=== Section Start ===

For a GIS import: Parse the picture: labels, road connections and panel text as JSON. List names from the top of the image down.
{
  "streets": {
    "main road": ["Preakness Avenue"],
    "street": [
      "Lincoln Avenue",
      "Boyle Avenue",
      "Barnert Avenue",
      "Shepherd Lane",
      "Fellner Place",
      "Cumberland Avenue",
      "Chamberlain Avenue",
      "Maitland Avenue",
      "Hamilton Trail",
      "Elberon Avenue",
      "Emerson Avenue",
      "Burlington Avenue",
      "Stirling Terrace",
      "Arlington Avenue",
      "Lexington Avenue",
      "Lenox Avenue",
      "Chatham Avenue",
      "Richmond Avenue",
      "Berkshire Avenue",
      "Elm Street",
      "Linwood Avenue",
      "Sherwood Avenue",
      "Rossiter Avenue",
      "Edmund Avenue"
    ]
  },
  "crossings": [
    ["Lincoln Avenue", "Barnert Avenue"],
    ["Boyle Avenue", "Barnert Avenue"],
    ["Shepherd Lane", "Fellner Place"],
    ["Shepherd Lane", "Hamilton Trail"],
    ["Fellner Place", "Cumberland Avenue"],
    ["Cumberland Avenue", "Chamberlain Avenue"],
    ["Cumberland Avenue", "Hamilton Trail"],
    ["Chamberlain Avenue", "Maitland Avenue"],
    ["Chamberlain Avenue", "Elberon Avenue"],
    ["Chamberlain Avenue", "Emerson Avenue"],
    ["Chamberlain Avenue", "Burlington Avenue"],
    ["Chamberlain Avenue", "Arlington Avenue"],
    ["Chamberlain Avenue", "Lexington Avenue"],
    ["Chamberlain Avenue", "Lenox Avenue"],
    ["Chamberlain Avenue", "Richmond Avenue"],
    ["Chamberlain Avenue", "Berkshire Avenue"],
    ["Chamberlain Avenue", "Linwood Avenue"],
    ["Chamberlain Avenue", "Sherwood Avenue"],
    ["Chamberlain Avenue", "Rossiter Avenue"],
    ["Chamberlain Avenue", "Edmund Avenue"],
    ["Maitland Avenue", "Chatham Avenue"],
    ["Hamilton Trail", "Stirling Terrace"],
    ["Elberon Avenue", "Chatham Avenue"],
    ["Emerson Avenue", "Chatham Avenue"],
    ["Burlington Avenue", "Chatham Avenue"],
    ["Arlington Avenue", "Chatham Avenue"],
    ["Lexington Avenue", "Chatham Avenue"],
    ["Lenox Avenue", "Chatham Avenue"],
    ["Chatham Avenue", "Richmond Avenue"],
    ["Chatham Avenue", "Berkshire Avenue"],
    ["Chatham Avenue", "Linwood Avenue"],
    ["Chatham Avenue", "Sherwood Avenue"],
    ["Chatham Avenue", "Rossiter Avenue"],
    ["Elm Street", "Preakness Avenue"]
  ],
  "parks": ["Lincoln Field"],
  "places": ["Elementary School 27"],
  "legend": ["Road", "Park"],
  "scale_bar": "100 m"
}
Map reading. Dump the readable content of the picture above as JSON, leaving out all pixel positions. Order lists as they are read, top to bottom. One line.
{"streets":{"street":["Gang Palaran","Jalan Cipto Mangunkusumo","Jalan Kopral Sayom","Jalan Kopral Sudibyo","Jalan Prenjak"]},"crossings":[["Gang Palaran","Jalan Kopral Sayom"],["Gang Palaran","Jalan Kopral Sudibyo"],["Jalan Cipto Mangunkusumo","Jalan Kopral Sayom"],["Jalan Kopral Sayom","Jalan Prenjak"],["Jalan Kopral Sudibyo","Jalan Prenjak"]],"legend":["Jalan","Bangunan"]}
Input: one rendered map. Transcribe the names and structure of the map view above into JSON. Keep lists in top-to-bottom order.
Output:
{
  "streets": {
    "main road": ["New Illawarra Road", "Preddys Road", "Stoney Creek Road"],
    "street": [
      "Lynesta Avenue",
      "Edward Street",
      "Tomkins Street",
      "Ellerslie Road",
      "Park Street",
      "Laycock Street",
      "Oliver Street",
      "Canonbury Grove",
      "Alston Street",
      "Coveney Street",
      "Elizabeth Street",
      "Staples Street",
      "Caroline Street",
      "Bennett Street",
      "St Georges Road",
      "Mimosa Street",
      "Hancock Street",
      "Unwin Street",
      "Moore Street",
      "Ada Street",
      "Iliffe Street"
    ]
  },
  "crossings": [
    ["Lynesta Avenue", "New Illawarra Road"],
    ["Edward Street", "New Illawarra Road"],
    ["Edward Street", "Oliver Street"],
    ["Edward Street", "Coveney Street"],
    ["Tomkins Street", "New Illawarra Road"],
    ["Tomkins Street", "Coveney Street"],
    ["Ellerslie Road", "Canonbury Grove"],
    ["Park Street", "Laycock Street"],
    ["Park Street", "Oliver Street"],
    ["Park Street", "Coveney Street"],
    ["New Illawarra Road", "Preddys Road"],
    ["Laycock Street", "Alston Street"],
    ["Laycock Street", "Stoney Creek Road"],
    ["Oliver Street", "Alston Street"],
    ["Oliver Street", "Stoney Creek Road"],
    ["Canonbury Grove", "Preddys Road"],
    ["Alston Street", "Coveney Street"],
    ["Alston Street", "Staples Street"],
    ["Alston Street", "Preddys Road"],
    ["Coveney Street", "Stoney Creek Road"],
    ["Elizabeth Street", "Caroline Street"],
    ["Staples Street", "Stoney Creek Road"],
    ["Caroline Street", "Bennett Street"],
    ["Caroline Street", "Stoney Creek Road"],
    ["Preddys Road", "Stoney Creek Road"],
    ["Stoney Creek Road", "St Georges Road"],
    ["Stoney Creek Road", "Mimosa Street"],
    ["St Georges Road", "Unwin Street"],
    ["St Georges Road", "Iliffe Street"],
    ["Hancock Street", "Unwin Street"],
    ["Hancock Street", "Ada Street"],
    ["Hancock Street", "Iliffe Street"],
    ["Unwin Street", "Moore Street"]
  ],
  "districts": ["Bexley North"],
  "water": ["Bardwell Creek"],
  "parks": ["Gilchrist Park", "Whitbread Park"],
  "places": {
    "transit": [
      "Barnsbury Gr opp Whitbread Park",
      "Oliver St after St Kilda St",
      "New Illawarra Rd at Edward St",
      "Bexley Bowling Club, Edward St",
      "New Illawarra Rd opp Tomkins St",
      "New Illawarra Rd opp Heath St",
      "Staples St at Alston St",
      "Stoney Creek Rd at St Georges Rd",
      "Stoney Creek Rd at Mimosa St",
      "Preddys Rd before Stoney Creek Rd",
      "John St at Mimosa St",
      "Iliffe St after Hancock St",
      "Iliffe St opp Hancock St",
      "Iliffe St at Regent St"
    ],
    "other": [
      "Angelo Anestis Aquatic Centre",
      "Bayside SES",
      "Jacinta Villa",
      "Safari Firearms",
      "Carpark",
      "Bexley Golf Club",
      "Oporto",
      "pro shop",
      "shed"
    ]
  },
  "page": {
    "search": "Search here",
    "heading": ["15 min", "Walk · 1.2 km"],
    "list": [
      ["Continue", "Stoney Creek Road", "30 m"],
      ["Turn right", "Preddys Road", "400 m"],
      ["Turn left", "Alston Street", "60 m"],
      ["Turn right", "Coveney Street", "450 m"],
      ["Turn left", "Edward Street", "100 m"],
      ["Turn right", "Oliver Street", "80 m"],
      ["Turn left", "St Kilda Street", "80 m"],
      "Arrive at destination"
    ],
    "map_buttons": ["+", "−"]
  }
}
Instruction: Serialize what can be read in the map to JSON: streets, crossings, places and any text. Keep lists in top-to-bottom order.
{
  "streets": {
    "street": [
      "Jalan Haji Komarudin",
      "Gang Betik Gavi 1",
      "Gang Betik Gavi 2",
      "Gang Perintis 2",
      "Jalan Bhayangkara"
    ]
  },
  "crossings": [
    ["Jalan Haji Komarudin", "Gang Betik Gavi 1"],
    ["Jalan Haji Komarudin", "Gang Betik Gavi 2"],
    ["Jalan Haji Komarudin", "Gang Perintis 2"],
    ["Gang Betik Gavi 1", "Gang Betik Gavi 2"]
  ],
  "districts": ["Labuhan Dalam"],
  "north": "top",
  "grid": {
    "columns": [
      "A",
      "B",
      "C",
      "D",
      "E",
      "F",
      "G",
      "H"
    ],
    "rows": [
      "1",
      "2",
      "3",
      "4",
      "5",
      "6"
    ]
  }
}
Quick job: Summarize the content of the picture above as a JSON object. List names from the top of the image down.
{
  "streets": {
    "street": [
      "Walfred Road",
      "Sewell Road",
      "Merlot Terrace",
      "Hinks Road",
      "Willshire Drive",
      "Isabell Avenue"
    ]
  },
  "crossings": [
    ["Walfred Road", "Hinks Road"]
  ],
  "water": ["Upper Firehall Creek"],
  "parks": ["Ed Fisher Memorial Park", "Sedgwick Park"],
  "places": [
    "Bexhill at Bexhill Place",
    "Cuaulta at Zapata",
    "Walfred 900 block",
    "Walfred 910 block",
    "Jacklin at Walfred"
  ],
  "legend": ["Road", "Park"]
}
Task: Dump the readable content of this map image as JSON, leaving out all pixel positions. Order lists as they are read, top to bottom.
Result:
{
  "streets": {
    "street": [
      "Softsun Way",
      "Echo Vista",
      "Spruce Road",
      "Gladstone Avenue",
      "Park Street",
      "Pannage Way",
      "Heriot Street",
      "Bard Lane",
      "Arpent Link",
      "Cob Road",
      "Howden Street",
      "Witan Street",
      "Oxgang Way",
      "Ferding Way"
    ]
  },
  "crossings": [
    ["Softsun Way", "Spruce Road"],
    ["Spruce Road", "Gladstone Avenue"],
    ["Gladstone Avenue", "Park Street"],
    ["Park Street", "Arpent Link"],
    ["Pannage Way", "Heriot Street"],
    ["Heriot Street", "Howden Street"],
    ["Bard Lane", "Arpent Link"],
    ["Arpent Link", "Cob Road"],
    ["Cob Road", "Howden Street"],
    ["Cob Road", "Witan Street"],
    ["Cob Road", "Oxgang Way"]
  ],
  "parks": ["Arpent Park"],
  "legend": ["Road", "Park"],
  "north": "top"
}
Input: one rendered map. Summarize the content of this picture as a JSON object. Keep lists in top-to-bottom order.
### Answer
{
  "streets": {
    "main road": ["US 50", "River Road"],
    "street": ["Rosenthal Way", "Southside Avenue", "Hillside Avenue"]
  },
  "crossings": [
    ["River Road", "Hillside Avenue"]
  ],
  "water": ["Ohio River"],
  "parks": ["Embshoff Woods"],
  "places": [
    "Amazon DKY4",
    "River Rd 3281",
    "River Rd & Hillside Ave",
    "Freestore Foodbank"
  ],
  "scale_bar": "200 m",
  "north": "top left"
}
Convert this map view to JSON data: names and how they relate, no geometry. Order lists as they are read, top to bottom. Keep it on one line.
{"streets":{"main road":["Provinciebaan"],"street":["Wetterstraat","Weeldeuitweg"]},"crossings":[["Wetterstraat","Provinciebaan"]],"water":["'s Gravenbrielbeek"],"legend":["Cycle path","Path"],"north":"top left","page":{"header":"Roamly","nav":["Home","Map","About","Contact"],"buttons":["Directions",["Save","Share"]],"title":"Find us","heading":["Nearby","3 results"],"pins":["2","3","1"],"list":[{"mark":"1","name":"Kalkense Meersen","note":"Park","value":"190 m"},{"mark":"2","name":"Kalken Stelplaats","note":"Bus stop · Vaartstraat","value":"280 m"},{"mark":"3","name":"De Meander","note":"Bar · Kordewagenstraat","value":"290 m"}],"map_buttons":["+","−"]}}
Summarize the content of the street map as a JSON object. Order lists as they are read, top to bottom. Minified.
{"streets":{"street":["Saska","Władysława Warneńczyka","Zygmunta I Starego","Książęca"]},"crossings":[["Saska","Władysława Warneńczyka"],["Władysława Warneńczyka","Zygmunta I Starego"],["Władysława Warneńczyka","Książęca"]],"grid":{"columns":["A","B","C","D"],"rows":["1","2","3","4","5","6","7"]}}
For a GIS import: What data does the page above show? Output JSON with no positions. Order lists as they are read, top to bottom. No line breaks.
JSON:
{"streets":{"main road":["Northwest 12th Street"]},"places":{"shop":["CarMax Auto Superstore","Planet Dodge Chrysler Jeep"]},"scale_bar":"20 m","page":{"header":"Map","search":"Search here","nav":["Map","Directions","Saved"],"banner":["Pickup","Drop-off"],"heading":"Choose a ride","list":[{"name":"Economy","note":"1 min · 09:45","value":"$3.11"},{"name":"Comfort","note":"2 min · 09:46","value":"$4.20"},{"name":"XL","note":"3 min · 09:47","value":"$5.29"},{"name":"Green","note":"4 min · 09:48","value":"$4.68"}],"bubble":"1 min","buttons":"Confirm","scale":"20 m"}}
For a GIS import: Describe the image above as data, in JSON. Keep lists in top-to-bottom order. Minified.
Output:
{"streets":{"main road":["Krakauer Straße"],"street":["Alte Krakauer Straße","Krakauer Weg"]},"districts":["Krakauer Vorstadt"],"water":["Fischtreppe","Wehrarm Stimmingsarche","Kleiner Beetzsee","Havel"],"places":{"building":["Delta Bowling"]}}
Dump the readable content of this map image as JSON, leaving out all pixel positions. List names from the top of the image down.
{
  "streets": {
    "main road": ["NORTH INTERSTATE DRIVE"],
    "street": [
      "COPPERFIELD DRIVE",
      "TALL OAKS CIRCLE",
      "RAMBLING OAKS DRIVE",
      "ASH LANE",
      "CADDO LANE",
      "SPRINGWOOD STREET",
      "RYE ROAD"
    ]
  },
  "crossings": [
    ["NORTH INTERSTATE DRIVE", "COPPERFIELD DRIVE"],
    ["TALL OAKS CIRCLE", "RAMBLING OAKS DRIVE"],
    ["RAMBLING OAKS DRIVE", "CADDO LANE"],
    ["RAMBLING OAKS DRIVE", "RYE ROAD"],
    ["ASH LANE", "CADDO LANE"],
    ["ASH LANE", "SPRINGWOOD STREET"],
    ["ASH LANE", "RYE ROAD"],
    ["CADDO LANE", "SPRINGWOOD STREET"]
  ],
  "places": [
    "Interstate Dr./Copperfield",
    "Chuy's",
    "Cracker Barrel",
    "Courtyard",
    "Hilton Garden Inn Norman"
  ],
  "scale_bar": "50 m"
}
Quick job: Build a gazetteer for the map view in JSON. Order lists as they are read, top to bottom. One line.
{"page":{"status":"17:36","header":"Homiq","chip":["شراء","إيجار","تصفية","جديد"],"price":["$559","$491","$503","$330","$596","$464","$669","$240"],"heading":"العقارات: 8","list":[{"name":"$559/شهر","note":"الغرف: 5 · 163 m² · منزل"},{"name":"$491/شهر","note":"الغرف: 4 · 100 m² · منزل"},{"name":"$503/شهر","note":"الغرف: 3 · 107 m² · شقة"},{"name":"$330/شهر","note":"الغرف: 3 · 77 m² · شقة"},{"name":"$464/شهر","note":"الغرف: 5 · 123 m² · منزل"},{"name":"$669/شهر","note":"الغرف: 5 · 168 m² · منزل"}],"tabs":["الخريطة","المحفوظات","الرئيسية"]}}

=== Section End ===

▶ Work task: Copy out all lines of the material above in which "Preddys" occurs.

▶ Result of the task:
    "main road": ["New Illawarra Road", "Preddys Road", "Stoney Creek Road"],
    ["New Illawarra Road", "Preddys Road"],
    ["Canonbury Grove", "Preddys Road"],
    ["Alston Street", "Preddys Road"],
    ["Preddys Road", "Stoney Creek Road"],
      "Preddys Rd before Stoney Creek Rd",
      ["Turn right", "Preddys Road", "400 m"],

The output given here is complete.